- [Directions]: Quote the records exactly, starting at the first line and stopping after the line with "const poly = rows"; skip the pictures.

Dataset entries
--*--
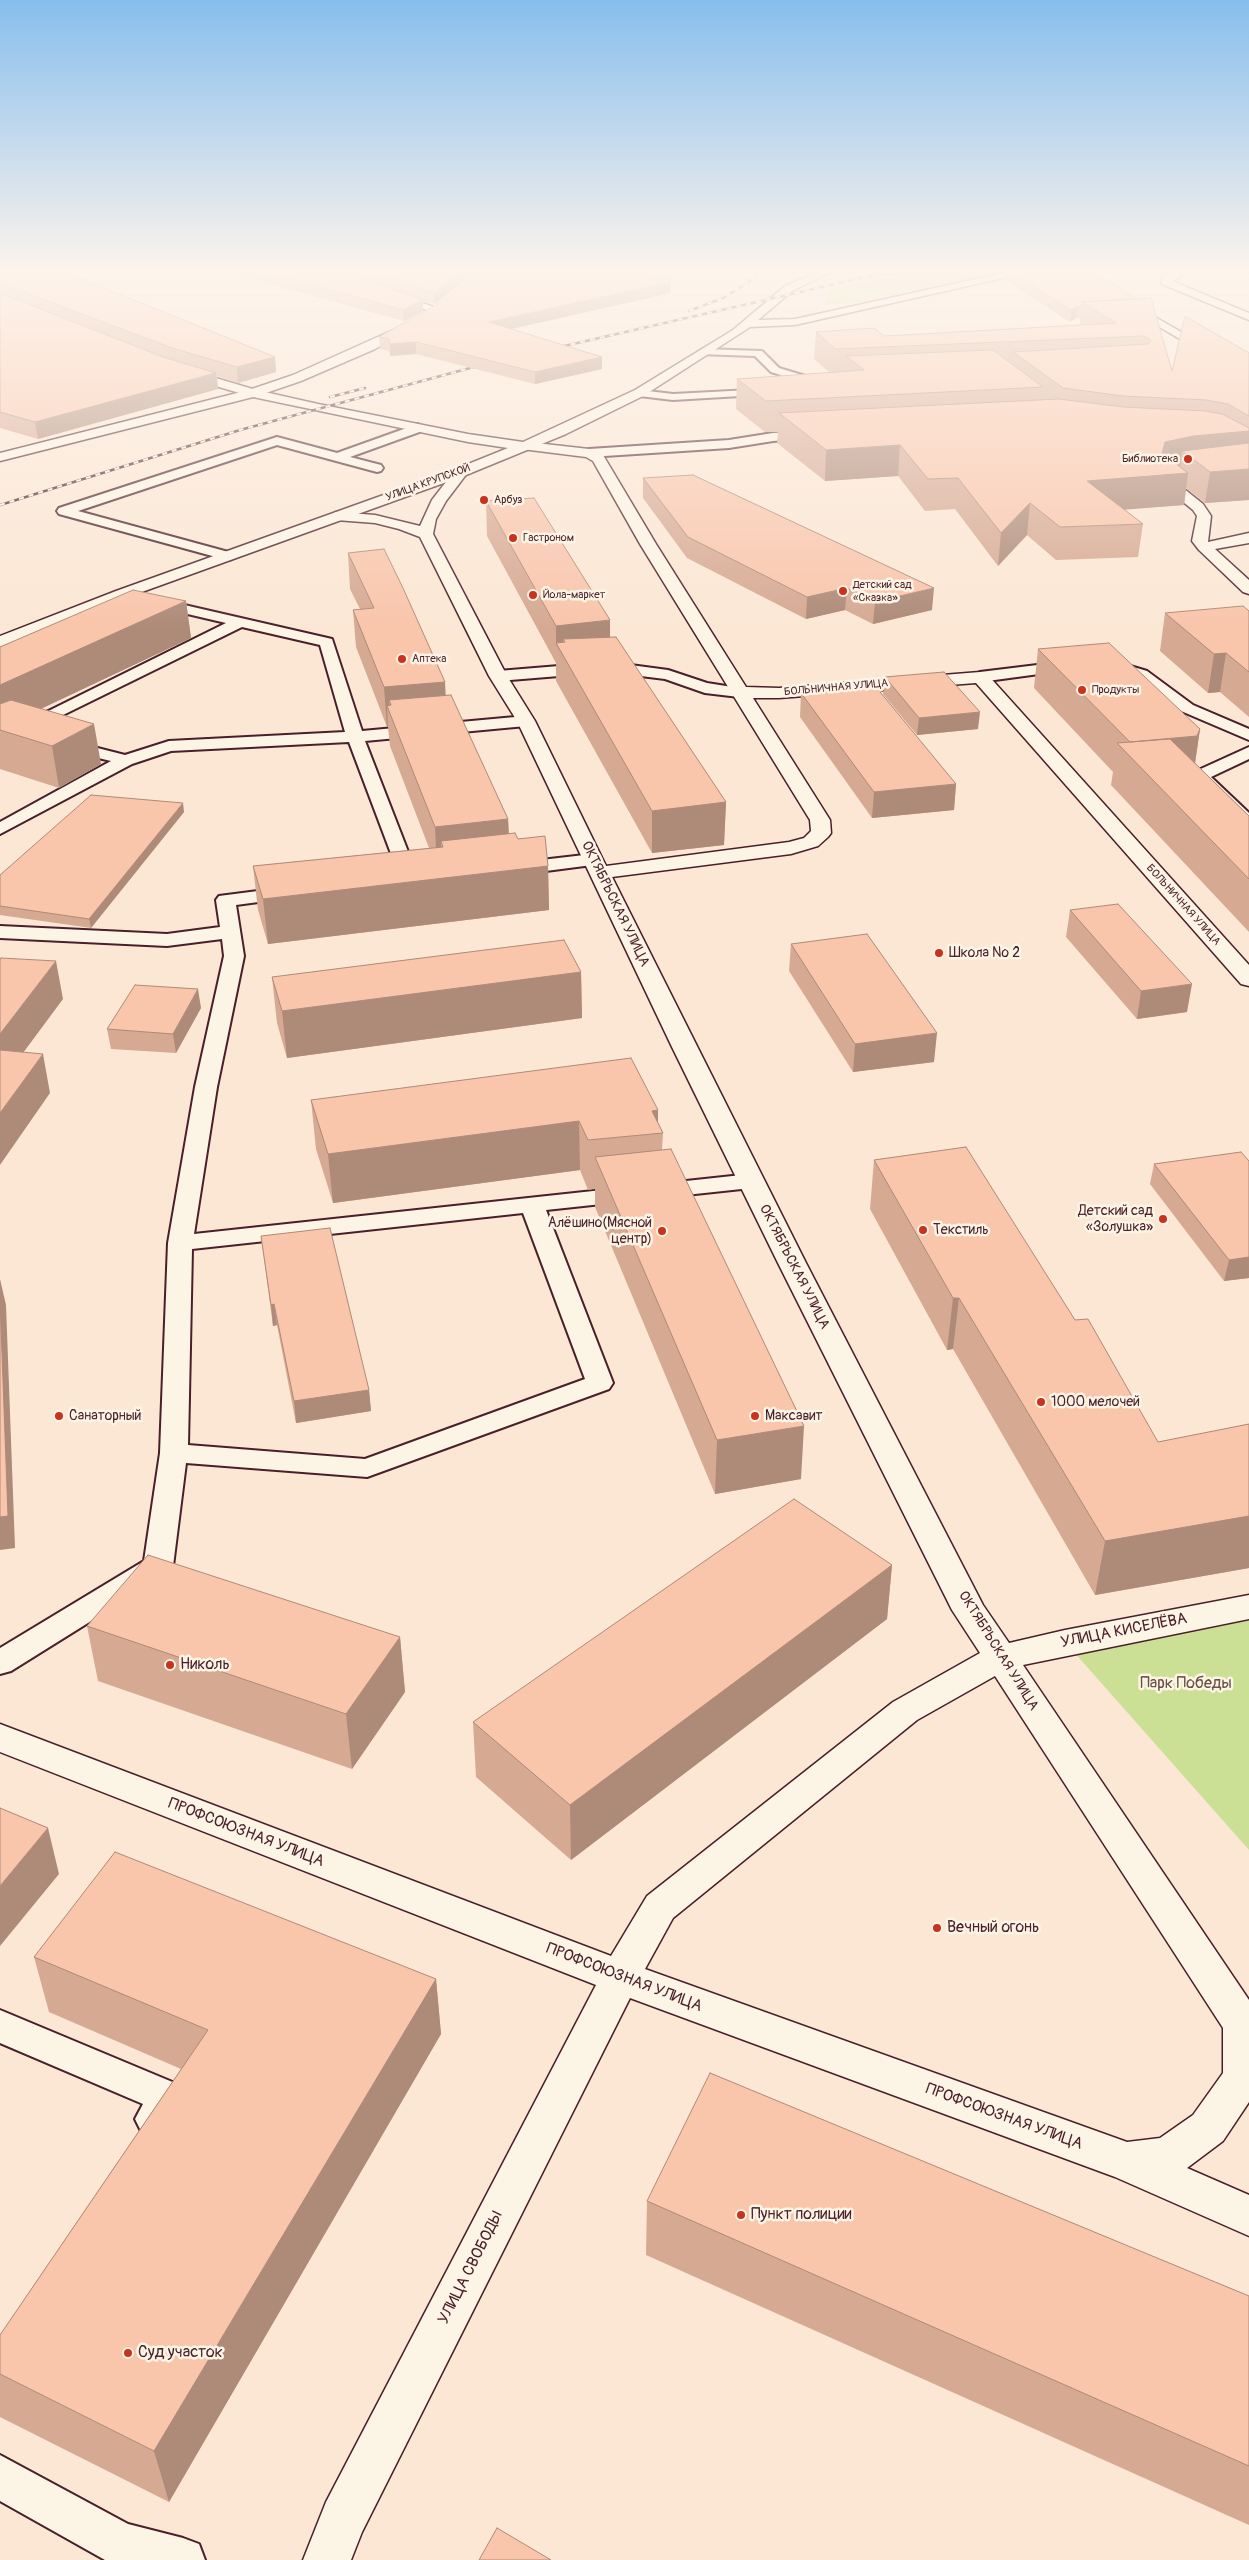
<!DOCTYPE html>
<meta charset="utf-8">
<style>
body{margin:0}
canvas{display:block;background:#fbe7d4}
</style>
<canvas width="1249" height="2560"></canvas>
<script>
const ctx = document.querySelector('canvas').getContext('2d');
ctx.lineJoin = 'round';
function paint(path, color) { ctx.fillStyle = color; ctx.fill(path, 'evenodd'); }
const poly = rows => new Path2D(rows.map(r => 'M' + r).join(''));
function stroke(path, color, width, dash) { ctx.strokeStyle = color; ctx.lineWidth = width; ctx.lineCap = dash ? 'butt' : 'round'; ctx.setLineDash(dash || []); ctx.stroke(path); }
function label(font, color, halo, rows, align = 'center') {
  ctx.font = font + ' Pangolin,sans-serif'; ctx.lineWidth = 5; ctx.setLineDash([]); ctx.textBaseline = 'middle'; ctx.strokeStyle = halo; ctx.fillStyle = color; for (const [text, x, y, turn = 0] of rows) {
    ctx.save(); ctx.translate(x, y); ctx.rotate((+turn || 0) * Math.PI / 180); ctx.textAlign = isNaN(turn) ? turn : align; if (halo) ctx.strokeText(text, 0, 0); ctx.fillText(text, 0, 0); ctx.restore();
  }
}
paint(poly([
 [942,271,1012,271,853,303,825,305,829,289,907,275],
 [1249,1610,1249,1850,1065,1642]
]), '#cce095');
const lane = poly([
 [703,349,762,351,779,368,815,379,828,380,830,382,824,385,810,384,771,372,755,356,699,354,698,352,703,349],
 [770,389,776,392,774,394,673,400,639,396,633,393,639,390,673,394,770,389],
 [418,424,424,428,422,431,350,457,381,465,383,468,381,471,377,472,277,445,78,511,232,553,234,556,232,559,227,560,59,514,57,511,59,508,277,437,337,453,418,424],
 [811,431,815,432,815,438,773,441,729,448,589,457,583,453,589,449,729,440,773,433,811,431],
 [154,598,332,639,362,731,526,716,534,721,526,726,365,741,419,880,417,884,410,886,403,884,401,880,349,742,171,751,132,764,0,834,0,822,111,761,60,749,58,745,60,741,66,740,125,755,169,741,345,732,320,645,242,627,0,746,0,735,226,623,149,605,147,602,149,599,154,598],
 [1110,660,1147,671,1193,705,1249,729,1249,740,1181,711,1135,677,1104,668,1102,665,1110,660],
 [1070,661,1076,663,1078,666,1076,669,980,682,972,677,980,672,1070,661],
 [608,662,668,670,707,683,745,689,747,692,739,697,705,693,665,679,608,672,498,681,490,676,498,671,608,662],
 [1249,747,1249,759,1211,777,1249,813,1249,828,1243,827,1191,776,1194,772,1249,747],
 [593,854,600,856,602,860,600,864,515,875,508,873,506,869,508,865,515,863,593,854],
 [289,887,296,889,299,893,296,897,236,905,244,956,217,1087,194,1234,751,1174,759,1176,763,1181,759,1186,751,1188,546,1210,613,1383,609,1389,367,1477,186,1463,173,1566,168,1573,11,1671,0,1674,0,1648,144,1561,160,1453,168,1243,195,1087,224,956,222,939,167,946,0,938,0,926,167,934,220,927,216,900,219,896,289,887],
 [523,1213,585,1379,365,1459,188,1445,192,1249,523,1213],
 [0,2010,182,2086,188,2098,182,2110,167,2131,154,2136,141,2131,135,2119,143,2104,0,2043,0,2010],
 [0,2455,128,2524,183,2538,199,2544,205,2560,105,2560,0,2501,0,2455]
]);
const street = poly([
 [310,271,327,271,443,310,441,312,433,312,310,271],
 [1172,271,1182,271,1180,277,1172,281,1249,313,1249,320,1162,284,1161,282,1164,276,1172,271],
 [1155,317,1249,371,1249,380,1151,322,1151,318,1155,317],
 [411,322,417,325,415,327,375,349,301,381,257,396,0,461,0,453,249,390,293,375,411,322],
 [527,442,589,449,603,455,656,544,746,687,779,688,980,672,986,673,1249,965,1249,986,1241,984,976,683,779,698,753,698,830,820,831,833,828,837,818,846,791,854,612,877,806,1263,983,1605,1009,1643,1065,1630,1249,1595,1249,1619,1023,1665,1249,2000,1249,2102,1223,2141,1187,2168,1249,2195,1249,2236,1115,2177,630,1998,362,2532,351,2560,303,2560,326,2502,596,1985,0,1752,0,1724,611,1956,647,1896,893,1702,980,1653,952,1610,778,1263,672,1047,517,721,489,676,420,537,399,529,375,523,336,520,329,516,336,512,375,515,420,526,432,500,456,469,466,469,468,472,446,501,436,519,433,534,507,676,535,721,606,866,789,842,804,838,811,831,810,820,640,544,593,461,586,457,522,449,520,446,522,443,527,442],
 [995,1676,1223,2028,1223,2073,1193,2115,1160,2138,1127,2142,645,1969,673,1918,917,1720,995,1676],
 [1249,463,1249,471,1173,480,1203,504,1211,516,1208,542,1249,533,1249,543,1215,549,1249,580,1249,594,1243,592,1199,550,1192,541,1197,516,1193,510,1159,482,1161,474,1189,468,1249,463]
]);
const secondary = poly([
 [818,271,833,271,792,291,758,320,795,319,1012,271,1034,271,795,325,750,327,643,396,566,434,466,475,128,597,0,647,0,636,116,591,456,469,508,448,468,442,253,397,178,375,176,372,178,369,182,368,256,390,318,404,468,434,523,442,635,390,733,330,784,287,818,271]
]);
stroke(lane, '#4a1f2b', 4);
stroke(street, '#4a1f2b', 3);
stroke(secondary, '#4a1f2b', 3);
paint(lane, '#fcf5e5');
paint(street, '#fcf5e5');
paint(secondary, '#fcf5e5');
const rail = poly([
 [886,275,916,271],
 [689,311,723,298,748,283,760,271],
 [551,349,892,271],
 [330,397,365,388],
 [0,505,240,430,485,364]
]);
stroke(rail, '#4a1f2b', 2.5);
stroke(rail, '#fcf5e5', 2, [5]);
paint(poly([
 [0,271,275,357,276,372,238,383,217,376,218,389,38,439,0,428],
 [223,271,476,271,435,304,413,297,423,311,404,321],
 [1006,271,1092,271,1137,299,1172,371,1249,353,1249,500,1205,503,1186,488,1184,505,1124,509,1143,524,1138,557,1056,560,1027,535,998,566,955,509,925,511,898,476,825,481,777,443,778,432,765,432,736,409,737,379,830,373,814,359,816,332,884,336,1080,325,1080,318,1076,318,1070,322,1005,280],
 [671,293,510,329,602,357,602,369,535,384,416,354,390,356,389,351,380,349,379,337,441,302],
 [643,478,932,610,873,624,845,610,806,619,687,558,643,498],
 [486,501,610,637,726,802,724,845,652,853,556,681,556,663,487,536],
 [348,553,445,682,445,695,508,819,509,834,518,839,548,866,549,910,268,944,258,910,253,866,429,848,390,746,388,727,387,727,356,647,353,610,360,609,350,589],
 [186,601,191,638,41,709,101,764,59,788,0,769,0,647],
 [1249,611,1249,717,1220,692,1208,693,1160,651,1165,613],
 [1038,649,1200,729,1195,763,1249,816,1249,932,1111,785,1113,772,1034,688],
 [885,677,978,729,917,735,883,694],
 [801,693,956,784,954,810,872,818,800,717],
 [184,812,91,928,0,915,0,875],
 [1070,910,1187,1012,1137,1019,1066,937],
 [791,944,934,1062,853,1072,789,971],
 [581,972,582,1018,287,1058,277,1023,272,977],
 [201,1008,176,1053,111,1049,107,1029],
 [311,1100,658,1110,658,1123,663,1133,662,1150,801,1479,715,1494,595,1207,595,1189,588,1190,580,1170,333,1203,316,1149],
 [874,1160,1075,1320,1158,1442,1249,1424,1249,1568,1095,1595,953,1349,947,1350,870,1209],
 [1249,1161,1249,1278,1224,1281,1150,1184,1154,1164],
 [261,1236,369,1390,371,1411,296,1423,277,1325,273,1326],
 [892,1565,887,1619,571,1860,476,1777,473,1722],
 [87,1626,400,1637,405,1692,352,1769,98,1681],
 [34,1957,436,1979,441,2034,169,2502,0,2417,0,2335,181,2069,49,2012],
 [647,2201,1249,2296,1249,2525,646,2255]
]), '#d6a993');
paint(poly([
 [462,271,476,271,435,304,434,293],
 [671,282,671,293,489,334,489,322],
 [423,300,423,311,404,321,403,310],
 [1077,307,1076,318,1070,322,1071,310],
 [416,342,416,354,390,356,390,344],
 [275,357,276,372,238,383,237,367],
 [602,357,602,369,535,384,535,372],
 [216,373,218,389,38,439,35,422],
 [1249,431,1249,461,1182,451,1180,468,1188,473,1184,505,1083,513,1087,481,1162,453,1165,442,1193,436],
 [900,445,898,476,825,481,826,450],
 [1249,469,1249,500,1205,503,1210,472],
 [1030,503,1027,535,998,566,1001,533],
 [847,588,845,610,806,619,807,597],
 [934,588,932,610,873,624,875,602],
 [186,601,191,638,0,728,0,685],
 [610,620,610,658,565,642,563,639,563,656,556,644,556,626],
 [1226,653,1220,692,1208,693,1214,654],
 [445,682,447,721,391,705,389,700,390,714,387,706,388,727,387,727,384,687],
 [980,712,978,729,917,735,919,718],
 [94,724,101,764,59,788,52,746],
 [1200,729,1194,770,1130,742],
 [956,784,954,810,872,818,874,792],
 [726,802,724,845,652,853,652,811],
 [183,803,184,812,91,928,89,919],
 [508,819,510,862,441,841,442,869,437,870,435,827],
 [548,866,549,910,268,944,263,899],
 [56,961,63,999,0,1084,0,1034],
 [581,972,582,1018,287,1058,282,1011],
 [1192,984,1187,1012,1137,1019,1141,991],
 [198,989,201,1008,176,1053,173,1034],
 [937,1033,934,1062,853,1072,855,1044],
 [43,1054,50,1093,0,1165,0,1113],
 [658,1110,658,1133,652,1111],
 [579,1121,580,1170,333,1203,328,1154],
 [1249,1257,1249,1278,1224,1281,1229,1260],
 [0,1279,6,1305,15,1548,0,1550],
 [953,1298,959,1298,953,1349,947,1350],
 [274,1304,277,1325,273,1326,271,1305],
 [369,1390,371,1411,296,1423,294,1401],
 [804,1426,801,1479,715,1494,717,1440],
 [1249,1516,1249,1568,1095,1595,1105,1541],
 [892,1565,887,1619,571,1860,570,1805],
 [400,1637,405,1692,352,1769,346,1714],
 [48,1828,59,1874,0,1946,0,1886],
 [436,1979,441,2034,169,2502,154,2451]
]), '#ae8a78');
const building = poly([
 [0,271,62,271,275,357,237,367,172,348,0,283,0,271],
 [261,271,340,271,423,300,403,310,261,271],
 [367,271,462,271,434,293,367,271],
 [480,271,619,271,671,278,671,282,489,322,602,357,535,372,416,342,390,344,389,339,379,337,441,302,480,271],
 [1010,271,1092,271,1137,299,1082,302,1082,306,1077,307,1071,310,1010,271],
 [0,293,163,357,216,373,35,422,0,412,0,293],
 [1151,298,1172,371,1185,316,1249,353,1249,416,1228,404,1206,400,1123,396,1063,388,1013,352,1148,344,1151,340,1143,336,835,349,816,332,874,328,884,336,1116,323,1082,302,1151,298],
 [993,350,1043,387,766,401,737,379,864,370,846,356,993,350],
 [1059,399,1123,407,1205,411,1222,414,1249,428,1249,431,1193,436,1165,442,1162,453,1188,473,1087,481,1143,524,1060,527,1030,503,1001,533,958,478,928,479,900,445,826,450,779,413,1059,399],
 [1249,443,1249,469,1210,472,1182,451,1249,443],
 [693,475,934,588,875,602,847,588,807,597,688,537,643,478,693,475],
 [534,498,610,620,556,626,486,501,534,498],
 [384,549,403,588,445,682,384,687,353,610,374,608,348,553,384,549],
 [133,590,186,601,0,685,0,647,133,590],
 [1243,606,1249,611,1249,672,1226,653,1214,654,1165,613,1243,606],
 [616,637,726,802,652,811,556,643,565,642,563,639,616,637],
 [1109,643,1200,729,1197,736,1130,742,1038,649,1109,643],
 [944,672,980,712,919,718,885,677,944,672],
 [876,687,956,784,874,792,801,693,876,687],
 [451,695,508,819,435,827,387,706,391,705,389,700,451,695],
 [11,700,94,724,52,746,0,730,0,704,11,700],
 [1170,739,1249,816,1249,879,1117,743,1170,739],
 [91,795,183,803,89,919,0,906,0,875,91,795],
 [515,833,518,839,545,836,548,866,263,899,253,866,443,847,441,841,515,833],
 [1118,904,1192,984,1141,991,1070,910,1118,904],
 [867,934,937,1033,855,1044,791,944,867,934],
 [564,940,581,972,282,1011,272,977,564,940],
 [1,958,56,961,0,1034,0,960,1,958],
 [135,985,198,989,173,1034,107,1029,135,985],
 [0,1050,43,1054,0,1113,0,1050],
 [631,1058,658,1110,652,1111,663,1133,588,1140,579,1121,328,1154,311,1100,631,1058],
 [966,1147,1075,1320,1088,1319,1158,1442,1249,1424,1249,1516,1105,1541,959,1298,953,1298,874,1160,966,1147],
 [671,1149,804,1426,717,1440,595,1157,671,1149],
 [1241,1152,1249,1161,1249,1257,1229,1260,1154,1164,1241,1152],
 [330,1228,369,1390,294,1401,274,1304,271,1305,261,1236,330,1228],
 [0,1300,8,1516,0,1517,0,1300],
 [794,1499,892,1565,570,1805,473,1722,794,1499],
 [148,1555,400,1637,346,1714,87,1626,148,1555],
 [0,1808,48,1828,0,1886,0,1808],
 [115,1852,436,1979,154,2451,0,2374,0,2335,208,2030,34,1957,115,1852],
 [710,2073,1249,2296,1249,2466,647,2201,710,2073],
 [497,2528,551,2560,479,2560,497,2528]
]);
paint(building, '#f9c5ab');
stroke(building, '#ae8a78', 1);
const sky = ctx.createLinearGradient(0, 0, 0, 630);
sky.addColorStop(0, '#87beed');
sky.addColorStop(0.43, '#fdf4ec');
sky.addColorStop(1, '#fdf4ec00');
ctx.fillStyle = sky;
ctx.fillRect(0, 0, 1249, 630);
for (const [x, y, r, color] of [
 [1188,459,5,"#c8321e"],
 [484,500,5,"#c8321e"],
 [513,538,5,"#c8321e"],
 [843,591,5,"#c8321e"],
 [533,595,5,"#c8321e"],
 [402,659,5,"#c8321e"],
 [1082,690,5,"#c8321e"],
 [939,953,5,"#c8321e"],
 [1163,1219,5,"#c8321e"],
 [923,1230,5,"#c8321e"],
 [662,1231,5,"#c8321e"],
 [1041,1402,5,"#c8321e"],
 [59,1416,5,"#c8321e"],
 [755,1416,5,"#c8321e"],
 [170,1665,5,"#c8321e"],
 [937,1928,5,"#c8321e"],
 [741,2215,5,"#c8321e"],
 [128,2353,5,"#c8321e"]
]) { const dot = new Path2D(); dot.arc(x, y, r, 0, 2 * Math.PI); ctx.fillStyle = color; ctx.fill(dot); stroke(dot, '#fcf5e5', 2); }
label('11px', '#4a1f2b', '#fcf5e5', [
 ["Библиотека",1178,459,"right"],
 ["Арбуз",494,500],
 ["Гастроном",523,538],
 ["Детский сад",853,585],
 ["«Сказка»",853,598],
 ["Йола-маркет",543,595],
 ["Аптека",412,659],
 ["Продукты",1092,690]
], 'left');
label('11px', '#4a1f2b', '#fcf5e5', [
 ["УЛИЦА КРУПСКОЙ",428,483,-20],
 ["БОЛЬНИЧНАЯ УЛИЦА",836,688,-5],
 ["БОЛЬНИЧНАЯ УЛИЦА",1183,905,48]
]);
label('14px', '#4a1f2b', '#fcf5e5', [
 ["ОКТЯБРЬСКАЯ УЛИЦА",615,904,64],
 ["ОКТЯБРЬСКАЯ УЛИЦА",794,1267,63],
 ["ОКТЯБРЬСКАЯ УЛИЦА",998,1651,58]
]);
label('14px', '#4a1f2b', '#fcf5e5', [
 ["Школа № 2",949,953],
 ["Детский сад",1153,1211,"right"],
 ["«Золушка»",1153,1227,"right"],
 ["Алёшино(Мясной",652,1223,"right"],
 ["центр)",652,1239,"right"],
 ["Текстиль",933,1230],
 ["1000 мелочей",1051,1402],
 ["Санаторный",69,1416],
 ["Максавит",765,1416]
], 'left');
label('16px', '#4a1f2b', '#fcf5e5', [
 ["УЛИЦА КИСЕЛЁВА",1124,1631,-11],
 ["ПРОФСОЮЗНАЯ УЛИЦА",246,1833,21],
 ["ПРОФСОЮЗНАЯ УЛИЦА",624,1978,21],
 ["ПРОФСОЮЗНАЯ УЛИЦА",1004,2117,20],
 ["УЛИЦА СВОБОДЫ",471,2268,-63]
]);
label('16px', '#4a1f2b', '#fcf5e5', [
 ["Николь",180,1665],
 ["Вечный огонь",947,1928],
 ["Пункт полиции",751,2215],
 ["Суд участок",138,2353]
], 'left');
label('16px', '#6a4f46', '#fcf5e5', [
 ["Парк Победы",1186,1684]
]);
</script>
--*--
- [Solution to the problem]:
<!DOCTYPE html>
<meta charset="utf-8">
<style>
body{margin:0}
canvas{display:block;background:#fbe7d4}
</style>
<canvas width="1249" height="2560"></canvas>
<script>
const ctx = document.querySelector('canvas').getContext('2d');
ctx.lineJoin = 'round';
function paint(path, color) { ctx.fillStyle = color; ctx.fill(path, 'evenodd'); }
const poly = rows => new Path2D(rows.map(r => 'M' + r).join(''));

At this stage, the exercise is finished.